Review of two open ED records for patients #1 and #2, who presented during one of the identified higher volume days, revealed delays in triage and provider examinations for the patients with potential emergency medical conditions.
Patient #1 (P1) was a 55+ year old who presented to the ED with complaints of chest pain and left arm numbness. Per triage RN documentation, P1 was assigned an ESI level of 3 at 2:05 PM. The initial set of vital signs was documented at 3:11 PM, an hour after the assigned ESI level. P1 waited within the ED for 4+ hours with a complaint of chest pain prior to determination if an emergency medical condition (EMC) existed. P1 was eventually evaluated by a Physician's Assistant (PA) at 6:43 PM, 4+ hours after arrival to the ED, at which time an EKG and relevant bloodwork orders were initiated.
Patient #2 (P2) a 65+ year old presented to the ED with complaints of chest pain, shortness of breath, and coughing up blood. Per triage RN documentation, P2 was assigned an ESI level of 3 at 2:11 PM. The initial set of vital signs was documented at 3:20 PM, an hour after the ESI level was assigned, and included the following abnormal values: heart rate of 105 bpm, respiratory rate of 24 per minute, and a pain score of 10 of 10 for the chest pain.

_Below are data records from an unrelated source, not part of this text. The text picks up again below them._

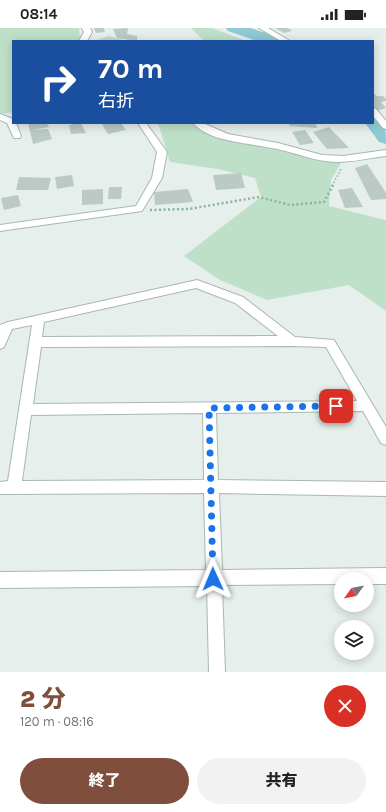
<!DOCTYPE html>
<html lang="ja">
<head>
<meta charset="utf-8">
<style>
	:root { --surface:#fff; --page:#f2f2f2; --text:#222; --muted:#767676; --accent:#804e3d }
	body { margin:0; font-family:Karla,"Noto Sans JP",sans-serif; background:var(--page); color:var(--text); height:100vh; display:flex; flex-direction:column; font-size:15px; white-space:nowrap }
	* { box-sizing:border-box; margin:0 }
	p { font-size:13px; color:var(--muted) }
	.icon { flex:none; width:22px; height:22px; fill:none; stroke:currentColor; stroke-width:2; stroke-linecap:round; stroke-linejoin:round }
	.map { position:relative; height:644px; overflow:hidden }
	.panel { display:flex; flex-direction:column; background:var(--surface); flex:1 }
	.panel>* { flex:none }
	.hud { position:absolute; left:12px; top:12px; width:362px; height:84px; border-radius:0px; box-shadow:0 2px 10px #0003; background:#1a4fa0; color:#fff; overflow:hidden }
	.needle { width:26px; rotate:237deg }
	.tools { position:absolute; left:334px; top:544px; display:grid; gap:8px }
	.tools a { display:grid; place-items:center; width:40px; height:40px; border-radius:50%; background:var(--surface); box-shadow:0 2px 10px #0003; font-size:20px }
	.pin { position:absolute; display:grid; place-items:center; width:34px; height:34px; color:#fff; margin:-17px; border-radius:8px; box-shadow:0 2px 6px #0006 }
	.me { position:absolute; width:44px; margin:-22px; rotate:359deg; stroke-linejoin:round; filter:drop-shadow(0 0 3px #0008) }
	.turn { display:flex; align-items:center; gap:14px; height:84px; padding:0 20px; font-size:18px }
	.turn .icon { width:52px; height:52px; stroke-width:2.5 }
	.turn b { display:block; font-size:28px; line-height:34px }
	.round { display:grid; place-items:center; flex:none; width:42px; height:42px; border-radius:21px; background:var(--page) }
	.overview { display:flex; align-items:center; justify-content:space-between; height:68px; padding:0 20px }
	h1 { font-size:24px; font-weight:800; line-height:30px; color:var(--accent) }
	.cta { display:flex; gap:8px; margin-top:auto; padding:8px 20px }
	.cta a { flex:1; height:46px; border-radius:24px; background:var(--accent); color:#fff; font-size:16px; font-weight:800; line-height:46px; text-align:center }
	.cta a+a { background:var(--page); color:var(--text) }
	.status { display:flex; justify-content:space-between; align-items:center; height:28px; padding:0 20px; background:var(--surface); direction:ltr }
	.status svg { height:11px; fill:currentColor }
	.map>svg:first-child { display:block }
</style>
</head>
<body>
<div class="status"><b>08:14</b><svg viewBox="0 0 49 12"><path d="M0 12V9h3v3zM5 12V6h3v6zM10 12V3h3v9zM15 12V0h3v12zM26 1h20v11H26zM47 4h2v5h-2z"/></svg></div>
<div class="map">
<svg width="386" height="644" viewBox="0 0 386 644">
	<rect width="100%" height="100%" fill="#e6efeb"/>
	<path fill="#bfe0c8" d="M0,0H79L80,10L94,13L109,8L127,13H13V84L0,86Z
		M191,0H212L246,13H204Z
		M157,95H200L204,98L330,134L342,133L331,152L329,178L386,192V283L349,257L267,272L220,252L184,228L261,169L255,150L217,141L170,134L159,98Z"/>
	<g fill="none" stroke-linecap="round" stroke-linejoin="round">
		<path fill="#8ec9d4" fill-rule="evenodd" d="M226,0H250L279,9L281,13H257L228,3Z
			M373,87C386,91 386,102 386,116L379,114L365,95H373Z"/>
	</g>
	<path fill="#bbcac4" d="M94,0H104L105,4L96,5Z
		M128,0L127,6L137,8V13L117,10L113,1Z
		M275,0H288L292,3L284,5Z
		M373,65L377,68H383L386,71V73L381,74L386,80L376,83L373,80Z
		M28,95H47L49,99L32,102L48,101L52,111L33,116Z
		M81,95L86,105L71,106L69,97Z
		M101,95H121L126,102L108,106Z
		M289,95H316L317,100L290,98Z
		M329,99L349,120L327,121L313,104Z
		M305,102L314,115L300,117L292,104Z
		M367,136L386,165V171L371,172L355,140Z
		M241,145L245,160L216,162L213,147Z
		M72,147L74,158L57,161L55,149Z
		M19,149L51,150L48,162H16Z
		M109,159H122L121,171H108Z
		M352,160L363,179L345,180L338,162Z
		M103,161V176L82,177V162Z
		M188,161L193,174L155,177L154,164Z
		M18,167L21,178L4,182L1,170Z"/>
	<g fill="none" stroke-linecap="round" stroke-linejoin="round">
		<g stroke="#a8b8b2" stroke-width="2">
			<path id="minor" d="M82,0H90L92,4L87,13H79L84,4Z
				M259,0H268L290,13H281Z
				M373,80L376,81L386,93V101L383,100L373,88Z
				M0,86L13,91V95H16L21,108L20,110H14L7,95L0,92Z
				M138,95H146L167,124L162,150L142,183L0,203V197L136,178L152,150L157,124Z
				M193,95H203L228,106L278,115L322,127L343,128L386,122V128C370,130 353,134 337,134C316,134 297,125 277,121C253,115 210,115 193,95Z
				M197,252L243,269L295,309L334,312L386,399V417L381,415L363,383L216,385L218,452L386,454V468L219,465L222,542L386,540V556H367V551H341V556L222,557L225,644H209L207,558L0,560V544L206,542L204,465L0,466V454L8,453L32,297L12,301L4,319L0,321V297L8,294ZM196,260L235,275L278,308L42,309L44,294ZM292,318L326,319L357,373L33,376L41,319ZM203,385L204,452L22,453L31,387Z"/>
		</g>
		<path stroke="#86b3a5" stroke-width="1.5" stroke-dasharray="1.5 2" stroke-linecap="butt" d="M332,158L341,141"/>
		<path stroke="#86b3a5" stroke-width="2.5" stroke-dasharray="2 2.5" stroke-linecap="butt" d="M150,182L189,181L259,169L290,177L324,174L333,157"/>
		<use href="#minor" fill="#fff" fill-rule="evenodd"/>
	</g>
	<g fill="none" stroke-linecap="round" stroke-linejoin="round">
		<path stroke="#1a73e8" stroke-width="7" stroke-dasharray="0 12.6" d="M213,551L209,380L336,378"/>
	</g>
</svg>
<div class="tools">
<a><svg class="needle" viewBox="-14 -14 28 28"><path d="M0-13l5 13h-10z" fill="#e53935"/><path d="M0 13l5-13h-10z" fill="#767676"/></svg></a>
<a><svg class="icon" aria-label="layers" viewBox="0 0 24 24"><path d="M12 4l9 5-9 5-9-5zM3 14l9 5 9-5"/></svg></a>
</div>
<div class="pin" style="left:336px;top:378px;background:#d93025"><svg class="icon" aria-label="arrive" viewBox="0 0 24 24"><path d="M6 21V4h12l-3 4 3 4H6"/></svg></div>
<svg class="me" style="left:213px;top:551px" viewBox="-20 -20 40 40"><path d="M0-17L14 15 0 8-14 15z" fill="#1a73e8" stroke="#fff" stroke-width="4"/></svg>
<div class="hud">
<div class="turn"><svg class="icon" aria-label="right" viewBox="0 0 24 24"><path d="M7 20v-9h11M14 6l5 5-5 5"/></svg><div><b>70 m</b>右折</div></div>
</div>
</div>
<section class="panel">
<div class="overview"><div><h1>2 分</h1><p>120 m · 08:16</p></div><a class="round" style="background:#d93025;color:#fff"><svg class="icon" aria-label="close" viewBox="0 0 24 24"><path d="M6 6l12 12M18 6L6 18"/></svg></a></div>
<div class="cta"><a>終了</a><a>共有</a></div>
</section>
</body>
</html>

A brief Emergency Department triage note was entered by a PA at 5:28 PM and stated: "Patient seen in triage. Initial orders placed, further assessment and management per the primary team". Further record review showed that no testing or interventions were initiated until 9:11 pm, despite PA's indicated assessment and plan. P2 continued to wait for 7+ hours after arriving to the ED to be evaluated by the ED physician at 9:20 pm to determine if an EMC existed, at which time an abnormal EKG and lab work results were noted.